### Listed entries

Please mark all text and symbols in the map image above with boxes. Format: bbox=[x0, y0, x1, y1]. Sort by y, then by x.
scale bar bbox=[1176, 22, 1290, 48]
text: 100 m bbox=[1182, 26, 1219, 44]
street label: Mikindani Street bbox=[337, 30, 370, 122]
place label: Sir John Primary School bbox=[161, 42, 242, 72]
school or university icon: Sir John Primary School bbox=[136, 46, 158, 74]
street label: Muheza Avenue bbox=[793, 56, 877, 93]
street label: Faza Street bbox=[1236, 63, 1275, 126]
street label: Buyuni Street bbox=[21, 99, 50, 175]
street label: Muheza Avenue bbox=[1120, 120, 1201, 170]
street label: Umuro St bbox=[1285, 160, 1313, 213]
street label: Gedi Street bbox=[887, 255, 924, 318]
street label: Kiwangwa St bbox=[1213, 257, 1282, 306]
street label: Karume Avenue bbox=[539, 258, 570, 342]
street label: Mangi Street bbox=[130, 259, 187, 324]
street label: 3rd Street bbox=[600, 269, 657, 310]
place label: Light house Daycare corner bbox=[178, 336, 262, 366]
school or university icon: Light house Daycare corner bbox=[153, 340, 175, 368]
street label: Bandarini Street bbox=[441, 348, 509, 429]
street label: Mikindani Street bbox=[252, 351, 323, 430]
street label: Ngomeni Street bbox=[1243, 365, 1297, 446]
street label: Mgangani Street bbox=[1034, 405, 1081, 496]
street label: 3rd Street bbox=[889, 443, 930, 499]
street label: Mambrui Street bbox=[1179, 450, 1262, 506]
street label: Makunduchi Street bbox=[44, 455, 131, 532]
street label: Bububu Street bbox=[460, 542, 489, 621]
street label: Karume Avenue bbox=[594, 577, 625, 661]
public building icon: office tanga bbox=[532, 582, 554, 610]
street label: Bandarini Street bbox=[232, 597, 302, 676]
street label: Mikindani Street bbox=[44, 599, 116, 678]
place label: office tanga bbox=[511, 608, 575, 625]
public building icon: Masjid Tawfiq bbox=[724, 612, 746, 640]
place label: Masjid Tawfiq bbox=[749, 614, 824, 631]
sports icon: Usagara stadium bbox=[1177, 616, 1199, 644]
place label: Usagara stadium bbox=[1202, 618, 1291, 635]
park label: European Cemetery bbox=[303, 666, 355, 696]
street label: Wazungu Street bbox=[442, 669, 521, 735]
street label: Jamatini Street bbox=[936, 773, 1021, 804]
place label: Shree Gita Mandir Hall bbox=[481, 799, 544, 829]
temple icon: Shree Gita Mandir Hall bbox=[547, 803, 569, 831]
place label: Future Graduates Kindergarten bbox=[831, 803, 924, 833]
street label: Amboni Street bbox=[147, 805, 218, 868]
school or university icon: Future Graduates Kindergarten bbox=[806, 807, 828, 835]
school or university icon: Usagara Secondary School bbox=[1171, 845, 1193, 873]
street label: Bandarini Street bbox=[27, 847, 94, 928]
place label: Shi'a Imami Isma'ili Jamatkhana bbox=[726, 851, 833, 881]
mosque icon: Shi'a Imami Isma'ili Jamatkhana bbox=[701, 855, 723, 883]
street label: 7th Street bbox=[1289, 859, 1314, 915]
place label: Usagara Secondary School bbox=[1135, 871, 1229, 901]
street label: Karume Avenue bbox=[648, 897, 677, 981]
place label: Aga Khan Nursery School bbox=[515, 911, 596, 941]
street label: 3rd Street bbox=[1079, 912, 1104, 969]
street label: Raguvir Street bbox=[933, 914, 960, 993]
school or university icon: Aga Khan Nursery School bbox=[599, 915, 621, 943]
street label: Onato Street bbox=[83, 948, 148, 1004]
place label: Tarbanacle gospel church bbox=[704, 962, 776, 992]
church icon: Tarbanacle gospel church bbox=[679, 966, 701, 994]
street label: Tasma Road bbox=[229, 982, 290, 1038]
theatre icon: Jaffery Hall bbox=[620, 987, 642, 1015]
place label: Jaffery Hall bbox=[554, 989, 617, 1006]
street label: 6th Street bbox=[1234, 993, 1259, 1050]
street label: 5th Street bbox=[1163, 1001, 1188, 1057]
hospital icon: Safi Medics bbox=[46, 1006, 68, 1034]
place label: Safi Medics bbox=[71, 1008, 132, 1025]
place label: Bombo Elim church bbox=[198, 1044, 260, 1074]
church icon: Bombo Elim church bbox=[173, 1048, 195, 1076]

### Your assignment
The full set of data above must come back exactly as written.

### Your response
Please mark all text and symbols in the map image above with boxes. Format: bbox=[x0, y0, x1, y1]. Sort by y, then by x.
scale bar bbox=[1176, 22, 1290, 48]
text: 100 m bbox=[1182, 26, 1219, 44]
street label: Mikindani Street bbox=[337, 30, 370, 122]
place label: Sir John Primary School bbox=[161, 42, 242, 72]
school or university icon: Sir John Primary School bbox=[136, 46, 158, 74]
street label: Muheza Avenue bbox=[793, 56, 877, 93]
street label: Faza Street bbox=[1236, 63, 1275, 126]
street label: Buyuni Street bbox=[21, 99, 50, 175]
street label: Muheza Avenue bbox=[1120, 120, 1201, 170]
street label: Umuro St bbox=[1285, 160, 1313, 213]
street label: Gedi Street bbox=[887, 255, 924, 318]
street label: Kiwangwa St bbox=[1213, 257, 1282, 306]
street label: Karume Avenue bbox=[539, 258, 570, 342]
street label: Mangi Street bbox=[130, 259, 187, 324]
street label: 3rd Street bbox=[600, 269, 657, 310]
place label: Light house Daycare corner bbox=[178, 336, 262, 366]
school or university icon: Light house Daycare corner bbox=[153, 340, 175, 368]
street label: Bandarini Street bbox=[441, 348, 509, 429]
street label: Mikindani Street bbox=[252, 351, 323, 430]
street label: Ngomeni Street bbox=[1243, 365, 1297, 446]
street label: Mgangani Street bbox=[1034, 405, 1081, 496]
street label: 3rd Street bbox=[889, 443, 930, 499]
street label: Mambrui Street bbox=[1179, 450, 1262, 506]
street label: Makunduchi Street bbox=[44, 455, 131, 532]
street label: Bububu Street bbox=[460, 542, 489, 621]
street label: Karume Avenue bbox=[594, 577, 625, 661]
public building icon: office tanga bbox=[532, 582, 554, 610]
street label: Bandarini Street bbox=[232, 597, 302, 676]
street label: Mikindani Street bbox=[44, 599, 116, 678]
place label: office tanga bbox=[511, 608, 575, 625]
public building icon: Masjid Tawfiq bbox=[724, 612, 746, 640]
place label: Masjid Tawfiq bbox=[749, 614, 824, 631]
sports icon: Usagara stadium bbox=[1177, 616, 1199, 644]
place label: Usagara stadium bbox=[1202, 618, 1291, 635]
park label: European Cemetery bbox=[303, 666, 355, 696]
street label: Wazungu Street bbox=[442, 669, 521, 735]
street label: Jamatini Street bbox=[936, 773, 1021, 804]
place label: Shree Gita Mandir Hall bbox=[481, 799, 544, 829]
temple icon: Shree Gita Mandir Hall bbox=[547, 803, 569, 831]
place label: Future Graduates Kindergarten bbox=[831, 803, 924, 833]
street label: Amboni Street bbox=[147, 805, 218, 868]
school or university icon: Future Graduates Kindergarten bbox=[806, 807, 828, 835]
school or university icon: Usagara Secondary School bbox=[1171, 845, 1193, 873]
street label: Bandarini Street bbox=[27, 847, 94, 928]
place label: Shi'a Imami Isma'ili Jamatkhana bbox=[726, 851, 833, 881]
mosque icon: Shi'a Imami Isma'ili Jamatkhana bbox=[701, 855, 723, 883]
street label: 7th Street bbox=[1289, 859, 1314, 915]
place label: Usagara Secondary School bbox=[1135, 871, 1229, 901]
street label: Karume Avenue bbox=[648, 897, 677, 981]
place label: Aga Khan Nursery School bbox=[515, 911, 596, 941]
street label: 3rd Street bbox=[1079, 912, 1104, 969]
street label: Raguvir Street bbox=[933, 914, 960, 993]
school or university icon: Aga Khan Nursery School bbox=[599, 915, 621, 943]
street label: Onato Street bbox=[83, 948, 148, 1004]
place label: Tarbanacle gospel church bbox=[704, 962, 776, 992]
church icon: Tarbanacle gospel church bbox=[679, 966, 701, 994]
street label: Tasma Road bbox=[229, 982, 290, 1038]
theatre icon: Jaffery Hall bbox=[620, 987, 642, 1015]
place label: Jaffery Hall bbox=[554, 989, 617, 1006]
street label: 6th Street bbox=[1234, 993, 1259, 1050]
street label: 5th Street bbox=[1163, 1001, 1188, 1057]
hospital icon: Safi Medics bbox=[46, 1006, 68, 1034]
place label: Safi Medics bbox=[71, 1008, 132, 1025]
place label: Bombo Elim church bbox=[198, 1044, 260, 1074]
church icon: Bombo Elim church bbox=[173, 1048, 195, 1076]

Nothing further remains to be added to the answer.